[Stored data entries]
· · · ·
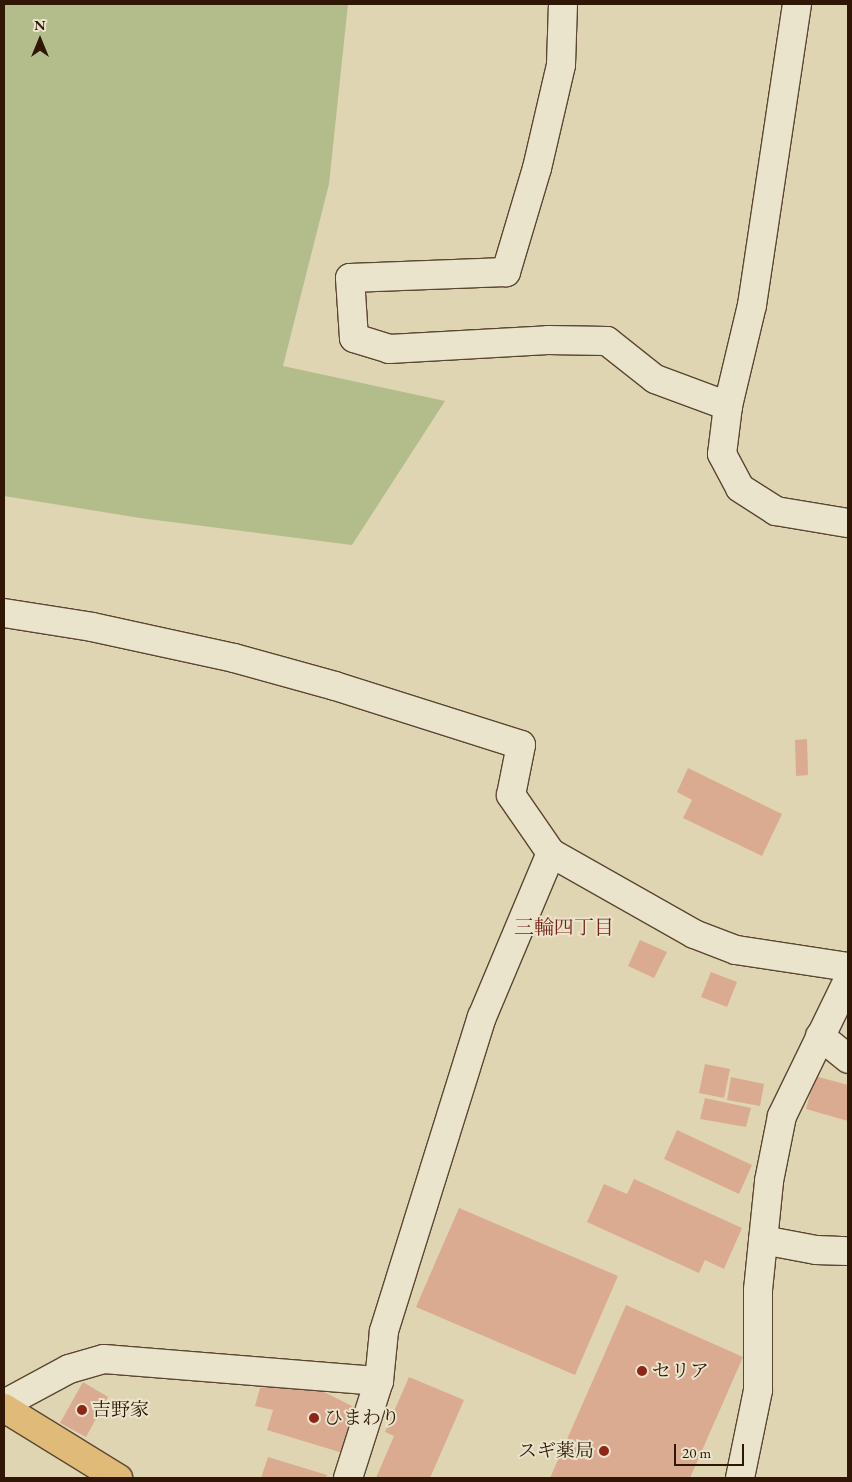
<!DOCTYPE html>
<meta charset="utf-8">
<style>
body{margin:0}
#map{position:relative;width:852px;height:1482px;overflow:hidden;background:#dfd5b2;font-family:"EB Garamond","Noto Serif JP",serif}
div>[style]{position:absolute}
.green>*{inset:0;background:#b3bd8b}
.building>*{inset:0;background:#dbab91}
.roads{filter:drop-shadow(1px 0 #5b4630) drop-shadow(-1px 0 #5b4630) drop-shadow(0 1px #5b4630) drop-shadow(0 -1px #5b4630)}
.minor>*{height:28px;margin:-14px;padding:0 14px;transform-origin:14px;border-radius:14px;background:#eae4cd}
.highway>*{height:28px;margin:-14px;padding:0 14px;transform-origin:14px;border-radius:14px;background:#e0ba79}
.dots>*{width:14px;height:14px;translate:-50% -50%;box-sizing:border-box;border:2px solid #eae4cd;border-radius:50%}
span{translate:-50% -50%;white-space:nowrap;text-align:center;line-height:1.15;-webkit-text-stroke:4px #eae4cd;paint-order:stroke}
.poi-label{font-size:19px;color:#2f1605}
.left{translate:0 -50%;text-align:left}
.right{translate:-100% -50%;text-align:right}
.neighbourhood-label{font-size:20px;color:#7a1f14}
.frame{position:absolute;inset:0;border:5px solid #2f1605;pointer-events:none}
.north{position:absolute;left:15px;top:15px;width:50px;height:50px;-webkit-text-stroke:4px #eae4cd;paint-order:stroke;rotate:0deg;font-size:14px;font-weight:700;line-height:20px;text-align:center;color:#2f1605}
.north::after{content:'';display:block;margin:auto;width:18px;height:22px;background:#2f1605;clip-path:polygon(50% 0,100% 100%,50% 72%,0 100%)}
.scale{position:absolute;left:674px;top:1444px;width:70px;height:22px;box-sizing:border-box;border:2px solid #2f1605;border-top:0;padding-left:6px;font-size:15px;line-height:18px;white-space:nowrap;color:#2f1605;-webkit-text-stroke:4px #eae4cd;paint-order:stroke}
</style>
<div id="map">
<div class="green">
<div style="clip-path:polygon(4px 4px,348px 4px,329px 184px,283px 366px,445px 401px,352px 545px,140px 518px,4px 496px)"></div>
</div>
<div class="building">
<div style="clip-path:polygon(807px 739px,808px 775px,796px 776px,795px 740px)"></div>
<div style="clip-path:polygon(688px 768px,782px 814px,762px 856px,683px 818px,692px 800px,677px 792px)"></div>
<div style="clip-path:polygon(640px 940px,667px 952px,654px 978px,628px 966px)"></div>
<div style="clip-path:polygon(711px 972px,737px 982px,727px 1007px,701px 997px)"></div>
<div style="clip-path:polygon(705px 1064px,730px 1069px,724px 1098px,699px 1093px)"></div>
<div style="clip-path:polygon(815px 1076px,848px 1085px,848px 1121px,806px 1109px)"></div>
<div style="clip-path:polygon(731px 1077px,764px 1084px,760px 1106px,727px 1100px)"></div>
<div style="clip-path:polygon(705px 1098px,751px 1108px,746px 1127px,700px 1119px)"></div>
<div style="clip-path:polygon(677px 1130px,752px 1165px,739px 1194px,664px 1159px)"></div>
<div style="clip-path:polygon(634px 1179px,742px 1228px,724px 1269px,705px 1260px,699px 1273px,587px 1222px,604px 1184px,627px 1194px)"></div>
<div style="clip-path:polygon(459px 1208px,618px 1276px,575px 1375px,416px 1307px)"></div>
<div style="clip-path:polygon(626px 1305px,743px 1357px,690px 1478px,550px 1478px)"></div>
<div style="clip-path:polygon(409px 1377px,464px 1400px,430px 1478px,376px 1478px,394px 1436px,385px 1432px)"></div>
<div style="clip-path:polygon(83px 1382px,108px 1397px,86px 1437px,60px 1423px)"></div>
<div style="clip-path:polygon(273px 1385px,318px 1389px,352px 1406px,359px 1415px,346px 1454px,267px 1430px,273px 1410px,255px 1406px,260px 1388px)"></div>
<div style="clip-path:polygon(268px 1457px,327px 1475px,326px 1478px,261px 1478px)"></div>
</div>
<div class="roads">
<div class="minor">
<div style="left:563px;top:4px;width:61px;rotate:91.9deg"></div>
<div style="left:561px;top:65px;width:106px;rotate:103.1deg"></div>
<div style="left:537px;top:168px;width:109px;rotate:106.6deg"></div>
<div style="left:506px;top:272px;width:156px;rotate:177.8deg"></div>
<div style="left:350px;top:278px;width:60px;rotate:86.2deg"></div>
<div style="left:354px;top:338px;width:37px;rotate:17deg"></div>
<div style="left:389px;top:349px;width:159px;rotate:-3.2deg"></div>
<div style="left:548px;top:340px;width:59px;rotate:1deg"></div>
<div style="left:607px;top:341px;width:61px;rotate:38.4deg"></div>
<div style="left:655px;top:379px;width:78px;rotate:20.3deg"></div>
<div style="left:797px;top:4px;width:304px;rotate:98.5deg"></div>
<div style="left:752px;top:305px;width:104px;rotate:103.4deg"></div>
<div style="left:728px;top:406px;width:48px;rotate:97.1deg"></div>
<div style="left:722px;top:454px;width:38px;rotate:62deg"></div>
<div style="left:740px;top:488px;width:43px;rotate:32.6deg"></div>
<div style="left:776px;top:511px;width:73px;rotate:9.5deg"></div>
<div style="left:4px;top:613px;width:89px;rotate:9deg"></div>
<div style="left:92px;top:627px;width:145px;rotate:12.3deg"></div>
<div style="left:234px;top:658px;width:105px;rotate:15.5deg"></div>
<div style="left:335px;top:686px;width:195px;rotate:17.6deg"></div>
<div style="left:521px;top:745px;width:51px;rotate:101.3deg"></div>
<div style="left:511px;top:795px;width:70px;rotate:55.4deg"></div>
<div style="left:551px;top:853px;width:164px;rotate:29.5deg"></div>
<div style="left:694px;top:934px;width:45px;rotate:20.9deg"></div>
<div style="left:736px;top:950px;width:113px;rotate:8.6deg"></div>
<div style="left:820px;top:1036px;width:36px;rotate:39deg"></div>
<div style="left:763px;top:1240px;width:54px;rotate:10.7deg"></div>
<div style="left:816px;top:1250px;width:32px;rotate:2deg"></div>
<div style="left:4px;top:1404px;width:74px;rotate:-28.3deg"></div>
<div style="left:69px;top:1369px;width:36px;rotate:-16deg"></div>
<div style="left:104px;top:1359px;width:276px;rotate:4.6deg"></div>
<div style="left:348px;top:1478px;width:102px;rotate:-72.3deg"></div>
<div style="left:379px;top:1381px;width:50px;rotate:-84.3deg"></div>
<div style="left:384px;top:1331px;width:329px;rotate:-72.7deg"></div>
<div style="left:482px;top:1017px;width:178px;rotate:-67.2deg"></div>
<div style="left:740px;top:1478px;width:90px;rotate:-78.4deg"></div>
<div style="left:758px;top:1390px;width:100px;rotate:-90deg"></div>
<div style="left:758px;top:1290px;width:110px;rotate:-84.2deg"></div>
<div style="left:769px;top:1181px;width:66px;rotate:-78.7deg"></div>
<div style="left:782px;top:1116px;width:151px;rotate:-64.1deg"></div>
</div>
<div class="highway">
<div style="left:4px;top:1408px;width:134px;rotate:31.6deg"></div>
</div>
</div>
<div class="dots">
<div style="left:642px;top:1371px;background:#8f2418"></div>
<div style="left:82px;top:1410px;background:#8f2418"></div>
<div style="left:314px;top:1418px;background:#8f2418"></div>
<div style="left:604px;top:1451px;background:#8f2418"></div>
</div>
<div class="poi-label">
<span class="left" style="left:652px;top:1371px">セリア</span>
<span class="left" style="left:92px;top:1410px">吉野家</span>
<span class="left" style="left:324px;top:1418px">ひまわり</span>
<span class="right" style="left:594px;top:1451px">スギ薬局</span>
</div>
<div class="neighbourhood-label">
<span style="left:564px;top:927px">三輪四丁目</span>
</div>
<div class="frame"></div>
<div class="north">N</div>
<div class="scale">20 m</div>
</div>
· · · ·
# WHAT YOU WILL DO
Transcribe the lines above between the line holding "1077px,764px 1084px,760px 1106px,727px" and the line holding "1382px,108px 1397px,86px 1437px,60px", inclusive, exactly as they stand and with nothing added.

# OUTPUT OF THE TASK
<div style="clip-path:polygon(731px 1077px,764px 1084px,760px 1106px,727px 1100px)"></div>
<div style="clip-path:polygon(705px 1098px,751px 1108px,746px 1127px,700px 1119px)"></div>
<div style="clip-path:polygon(677px 1130px,752px 1165px,739px 1194px,664px 1159px)"></div>
<div style="clip-path:polygon(634px 1179px,742px 1228px,724px 1269px,705px 1260px,699px 1273px,587px 1222px,604px 1184px,627px 1194px)"></div>
<div style="clip-path:polygon(459px 1208px,618px 1276px,575px 1375px,416px 1307px)"></div>
<div style="clip-path:polygon(626px 1305px,743px 1357px,690px 1478px,550px 1478px)"></div>
<div style="clip-path:polygon(409px 1377px,464px 1400px,430px 1478px,376px 1478px,394px 1436px,385px 1432px)"></div>
<div style="clip-path:polygon(83px 1382px,108px 1397px,86px 1437px,60px 1423px)"></div>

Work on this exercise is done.